В этих войнах американцы имели огромное позиционное и численное превосходство, однако они воевали очень плохо и от первого до последнего выстрела большинство из них выступало за мир на любых условиях. О Мексиканской и Испанской войнах я вообще не говорю, так как они уж совсем неприлично не рыцарские, чтобы их обсуждать; о последней принимавший в ней участие Улисс Грант сказал, что это была “самая несправедливая в истории война сильного государства против слабого.” Кто помнит, что во время Испанской войны всё Атлантическое побережье дрожало от страха перед слабым испанским флотом, что вся Новая Англия билась в истерике каждый раз, когда на горизонте появлялась странная баржа, что содержимое сейфов банков Бостона перевезли в Вустер, а Флот должен был организовать патруль, чтобы города побережья не опустели? Возможно это помнят те красные, атеисты и пронемцы, которые также помнят, что во время Первой мировой войны вся страна была в диком страхе перед врагом, который, без помощи божественного вмешательства, вообще не мог нанести по ней удар, и что великая моральная победа была наконец одержана с помощью двадцати одного союзника при численном перевесе восемь к одному.
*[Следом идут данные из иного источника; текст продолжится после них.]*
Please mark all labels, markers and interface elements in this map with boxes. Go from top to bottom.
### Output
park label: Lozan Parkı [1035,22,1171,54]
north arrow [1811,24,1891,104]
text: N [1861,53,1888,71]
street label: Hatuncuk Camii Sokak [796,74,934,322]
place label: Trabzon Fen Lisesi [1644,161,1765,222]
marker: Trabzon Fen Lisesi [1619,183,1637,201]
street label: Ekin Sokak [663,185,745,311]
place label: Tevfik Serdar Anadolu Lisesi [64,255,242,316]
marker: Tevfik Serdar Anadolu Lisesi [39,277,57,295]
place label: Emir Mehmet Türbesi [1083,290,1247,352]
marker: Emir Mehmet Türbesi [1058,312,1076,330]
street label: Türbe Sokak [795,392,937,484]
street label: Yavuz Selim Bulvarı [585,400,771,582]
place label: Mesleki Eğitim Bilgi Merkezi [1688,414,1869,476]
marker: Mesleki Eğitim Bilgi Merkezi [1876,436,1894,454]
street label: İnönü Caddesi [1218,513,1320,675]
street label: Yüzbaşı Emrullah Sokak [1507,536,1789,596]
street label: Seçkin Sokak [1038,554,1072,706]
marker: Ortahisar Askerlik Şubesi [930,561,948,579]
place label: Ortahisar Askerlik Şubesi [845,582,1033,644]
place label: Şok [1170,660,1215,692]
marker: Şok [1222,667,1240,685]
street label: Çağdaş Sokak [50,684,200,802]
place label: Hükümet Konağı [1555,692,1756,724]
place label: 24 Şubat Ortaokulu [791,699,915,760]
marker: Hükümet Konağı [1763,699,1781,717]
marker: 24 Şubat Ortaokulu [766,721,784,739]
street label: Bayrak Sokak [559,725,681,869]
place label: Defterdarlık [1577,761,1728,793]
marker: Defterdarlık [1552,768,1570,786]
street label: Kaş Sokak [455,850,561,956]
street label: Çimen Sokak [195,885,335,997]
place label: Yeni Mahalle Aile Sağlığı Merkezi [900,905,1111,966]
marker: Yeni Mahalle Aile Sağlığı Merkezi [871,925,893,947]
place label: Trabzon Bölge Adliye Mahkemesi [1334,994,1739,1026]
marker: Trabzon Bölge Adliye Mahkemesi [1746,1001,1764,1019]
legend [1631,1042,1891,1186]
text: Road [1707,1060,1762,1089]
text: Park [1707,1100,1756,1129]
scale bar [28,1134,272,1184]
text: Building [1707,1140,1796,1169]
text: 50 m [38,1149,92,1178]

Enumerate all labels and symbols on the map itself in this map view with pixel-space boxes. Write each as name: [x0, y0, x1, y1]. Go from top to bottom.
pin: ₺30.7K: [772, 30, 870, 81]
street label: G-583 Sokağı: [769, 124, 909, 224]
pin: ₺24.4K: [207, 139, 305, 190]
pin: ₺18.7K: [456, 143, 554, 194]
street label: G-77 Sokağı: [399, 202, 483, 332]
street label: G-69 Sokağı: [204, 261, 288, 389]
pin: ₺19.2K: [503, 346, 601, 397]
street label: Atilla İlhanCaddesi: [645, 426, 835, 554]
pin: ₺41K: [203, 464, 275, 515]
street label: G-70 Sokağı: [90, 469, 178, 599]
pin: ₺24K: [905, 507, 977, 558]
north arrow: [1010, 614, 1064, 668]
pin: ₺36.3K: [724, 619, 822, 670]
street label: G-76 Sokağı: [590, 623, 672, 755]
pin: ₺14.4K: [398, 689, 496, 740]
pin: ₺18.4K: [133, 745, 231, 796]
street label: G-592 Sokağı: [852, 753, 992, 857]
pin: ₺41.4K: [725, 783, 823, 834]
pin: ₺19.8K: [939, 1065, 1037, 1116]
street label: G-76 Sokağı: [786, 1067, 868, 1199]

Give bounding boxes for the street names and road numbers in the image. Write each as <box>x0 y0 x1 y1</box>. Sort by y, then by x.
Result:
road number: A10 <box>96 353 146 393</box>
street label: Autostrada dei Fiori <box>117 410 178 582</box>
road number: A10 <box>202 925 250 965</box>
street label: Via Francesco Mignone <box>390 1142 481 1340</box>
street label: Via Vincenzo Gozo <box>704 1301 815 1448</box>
Но американская гражданская война всё же остается? Действительно? В 1861 году на Севере бытовало практически единогласное мнение, что всё завершится после нескольких маленьких сражений; первые солдаты были призваны лишь на три месяца. Когда же дело неожиданно вылилось в серьезную войну, новобранцев нужно было силой гнать на фронт, и единственными северянами, поддерживающими продолжение войны, остались Абрахам Линкольн, несколько честолюбивых генералов и наживавшиеся на ней дельцы. Я снова обращаюсь к доктору Элиоту. “В последний год войны,” пишет он, “значительная часть демократов Севера и республиканцев хотели сдаться Конфедерации, так они упали духом”. Упали духом при численном превосходстве три к одному! Юг был явно храбрее, но и храбрость Юга в значительной мере иллюзорна. Как только началась война, лидеры Конфедерации прибегли к традиционному англосаксонкому приёму – поиску союзников. Они хотели привлечь на свою сторону Англию и почти добились успеха. Когда надежды на это исчезли (то есть, когда Англия решила, что связываться с Севером будет опасно), народ Конфедерации поднял руки, и произошедшая в конце концов катастрофа была вызвана, главным образом, внутренними причинами. Юг не смог остановить дрожащий Север потому что, заимствуя фразу доктора Элиота, использованную им в другой связи, "пережил моральный крах беспрецедентной глубины и продолжительности". Люди в тылу перестали поддерживать войска и войска начали оставлять позиции. Уже на таком раннем этапе, как битва при Шайло, многие полки конфедератов отказывались сражаться.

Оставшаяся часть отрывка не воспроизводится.